Problem to work on: Pull every line with "name" from the data.

Records from a data collection:
================

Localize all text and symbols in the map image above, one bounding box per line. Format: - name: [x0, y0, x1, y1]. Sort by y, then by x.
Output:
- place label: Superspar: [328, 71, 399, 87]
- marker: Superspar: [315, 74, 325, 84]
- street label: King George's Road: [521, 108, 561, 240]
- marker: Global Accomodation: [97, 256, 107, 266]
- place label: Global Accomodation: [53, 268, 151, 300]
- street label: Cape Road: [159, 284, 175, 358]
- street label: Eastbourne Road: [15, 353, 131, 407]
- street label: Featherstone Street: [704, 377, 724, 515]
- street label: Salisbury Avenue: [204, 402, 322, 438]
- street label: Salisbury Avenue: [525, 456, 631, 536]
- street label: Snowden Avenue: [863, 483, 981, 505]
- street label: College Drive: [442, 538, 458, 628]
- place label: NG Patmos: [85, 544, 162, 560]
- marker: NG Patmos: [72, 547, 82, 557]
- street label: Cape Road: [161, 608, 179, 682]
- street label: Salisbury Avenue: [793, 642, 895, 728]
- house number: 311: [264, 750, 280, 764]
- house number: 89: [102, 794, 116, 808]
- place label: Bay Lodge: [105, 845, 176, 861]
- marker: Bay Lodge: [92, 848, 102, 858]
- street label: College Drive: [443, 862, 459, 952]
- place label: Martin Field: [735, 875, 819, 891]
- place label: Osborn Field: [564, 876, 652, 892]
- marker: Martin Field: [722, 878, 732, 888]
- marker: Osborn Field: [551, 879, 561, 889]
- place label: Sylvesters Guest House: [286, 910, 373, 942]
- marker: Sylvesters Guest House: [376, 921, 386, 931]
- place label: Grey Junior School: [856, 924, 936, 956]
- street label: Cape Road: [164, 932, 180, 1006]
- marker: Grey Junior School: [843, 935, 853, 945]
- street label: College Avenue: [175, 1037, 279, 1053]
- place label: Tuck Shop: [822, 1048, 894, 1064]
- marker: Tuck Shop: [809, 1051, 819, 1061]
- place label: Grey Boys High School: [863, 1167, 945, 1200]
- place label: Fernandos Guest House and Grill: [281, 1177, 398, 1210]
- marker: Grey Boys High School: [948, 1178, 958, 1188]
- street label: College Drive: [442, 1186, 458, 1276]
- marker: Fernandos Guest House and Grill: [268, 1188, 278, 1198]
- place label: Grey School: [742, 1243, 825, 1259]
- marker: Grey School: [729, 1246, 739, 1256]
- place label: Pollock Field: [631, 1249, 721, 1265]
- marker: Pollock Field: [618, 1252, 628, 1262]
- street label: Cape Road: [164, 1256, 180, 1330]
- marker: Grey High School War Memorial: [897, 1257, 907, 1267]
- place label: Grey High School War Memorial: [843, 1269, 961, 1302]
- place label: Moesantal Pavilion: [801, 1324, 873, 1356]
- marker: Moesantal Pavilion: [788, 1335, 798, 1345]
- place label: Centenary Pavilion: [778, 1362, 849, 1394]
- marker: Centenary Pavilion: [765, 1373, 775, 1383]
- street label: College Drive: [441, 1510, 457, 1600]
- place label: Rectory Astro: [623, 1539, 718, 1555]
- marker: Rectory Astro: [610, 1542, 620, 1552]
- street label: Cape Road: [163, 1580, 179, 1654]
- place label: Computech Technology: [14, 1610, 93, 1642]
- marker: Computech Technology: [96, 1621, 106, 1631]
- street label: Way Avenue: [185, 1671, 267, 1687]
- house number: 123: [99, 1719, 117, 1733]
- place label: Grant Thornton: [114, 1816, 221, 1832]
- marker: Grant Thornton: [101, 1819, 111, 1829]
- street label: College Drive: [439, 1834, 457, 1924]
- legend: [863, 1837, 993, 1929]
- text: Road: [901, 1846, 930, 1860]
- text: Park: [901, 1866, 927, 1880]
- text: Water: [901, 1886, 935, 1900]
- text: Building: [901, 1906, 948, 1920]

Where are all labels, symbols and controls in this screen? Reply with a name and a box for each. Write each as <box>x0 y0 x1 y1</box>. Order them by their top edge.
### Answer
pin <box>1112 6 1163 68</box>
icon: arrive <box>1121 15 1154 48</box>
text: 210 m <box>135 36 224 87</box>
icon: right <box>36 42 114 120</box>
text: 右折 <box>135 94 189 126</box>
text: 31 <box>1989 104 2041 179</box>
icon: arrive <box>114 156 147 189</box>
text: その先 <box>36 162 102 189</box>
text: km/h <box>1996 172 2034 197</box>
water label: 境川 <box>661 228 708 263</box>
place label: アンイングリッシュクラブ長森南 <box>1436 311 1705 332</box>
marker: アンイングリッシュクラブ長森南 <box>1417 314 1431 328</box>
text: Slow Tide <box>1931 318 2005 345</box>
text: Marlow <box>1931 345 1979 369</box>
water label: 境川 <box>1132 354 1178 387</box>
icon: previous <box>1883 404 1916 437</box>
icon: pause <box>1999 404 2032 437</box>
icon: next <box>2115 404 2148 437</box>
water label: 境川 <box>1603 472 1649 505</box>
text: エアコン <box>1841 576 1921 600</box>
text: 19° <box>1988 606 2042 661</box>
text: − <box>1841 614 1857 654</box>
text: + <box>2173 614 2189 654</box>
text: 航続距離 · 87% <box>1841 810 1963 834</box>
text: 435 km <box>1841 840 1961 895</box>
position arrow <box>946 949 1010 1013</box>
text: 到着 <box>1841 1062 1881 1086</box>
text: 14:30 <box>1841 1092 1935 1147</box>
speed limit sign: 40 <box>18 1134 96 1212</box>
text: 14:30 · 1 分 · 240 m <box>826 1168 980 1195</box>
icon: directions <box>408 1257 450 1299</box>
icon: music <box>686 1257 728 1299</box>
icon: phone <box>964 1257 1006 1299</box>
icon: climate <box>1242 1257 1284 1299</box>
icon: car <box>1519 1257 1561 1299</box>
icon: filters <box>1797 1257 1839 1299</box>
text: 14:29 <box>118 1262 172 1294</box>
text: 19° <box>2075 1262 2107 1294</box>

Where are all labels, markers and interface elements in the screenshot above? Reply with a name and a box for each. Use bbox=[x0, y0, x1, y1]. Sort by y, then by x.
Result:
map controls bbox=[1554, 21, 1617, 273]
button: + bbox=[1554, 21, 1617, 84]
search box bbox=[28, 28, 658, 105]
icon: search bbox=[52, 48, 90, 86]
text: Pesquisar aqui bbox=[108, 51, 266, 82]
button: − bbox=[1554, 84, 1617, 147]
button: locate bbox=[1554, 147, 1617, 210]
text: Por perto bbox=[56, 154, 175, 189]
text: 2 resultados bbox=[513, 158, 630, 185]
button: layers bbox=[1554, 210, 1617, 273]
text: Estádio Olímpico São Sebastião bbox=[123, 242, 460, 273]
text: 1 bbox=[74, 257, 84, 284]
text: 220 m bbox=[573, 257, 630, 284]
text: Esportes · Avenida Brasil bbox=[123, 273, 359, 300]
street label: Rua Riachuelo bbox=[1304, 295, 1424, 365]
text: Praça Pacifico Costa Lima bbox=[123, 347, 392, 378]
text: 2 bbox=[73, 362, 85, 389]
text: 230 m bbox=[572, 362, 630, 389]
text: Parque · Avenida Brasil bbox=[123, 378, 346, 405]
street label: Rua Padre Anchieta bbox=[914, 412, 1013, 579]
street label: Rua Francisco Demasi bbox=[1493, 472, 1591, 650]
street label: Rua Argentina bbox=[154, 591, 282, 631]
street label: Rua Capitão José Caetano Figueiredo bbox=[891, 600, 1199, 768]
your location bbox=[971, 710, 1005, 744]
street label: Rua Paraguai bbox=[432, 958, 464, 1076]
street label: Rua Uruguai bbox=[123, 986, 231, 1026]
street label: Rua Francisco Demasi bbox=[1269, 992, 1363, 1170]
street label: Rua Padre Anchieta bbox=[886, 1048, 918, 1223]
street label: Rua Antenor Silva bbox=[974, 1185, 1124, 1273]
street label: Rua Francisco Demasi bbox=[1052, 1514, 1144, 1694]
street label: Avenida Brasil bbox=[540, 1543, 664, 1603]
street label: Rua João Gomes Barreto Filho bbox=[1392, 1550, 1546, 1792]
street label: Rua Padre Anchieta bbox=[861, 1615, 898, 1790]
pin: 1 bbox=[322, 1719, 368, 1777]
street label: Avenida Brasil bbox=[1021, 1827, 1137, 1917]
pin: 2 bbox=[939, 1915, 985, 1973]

================

Answer to this problem:
Localize all text and symbols in the map image above, one bounding box per line. Format: - name: [x0, y0, x1, y1]. Sort by y, then by x.
Where are all labels, symbols and controls in this screen? Reply with a name and a box for each. Write each as <box>x0 y0 x1 y1</box>. Order them by their top edge.
Where are all labels, markers and interface elements in the screenshot above? Reply with a name and a box for each. Use bbox=[x0, y0, x1, y1]. Sort by y, then by x.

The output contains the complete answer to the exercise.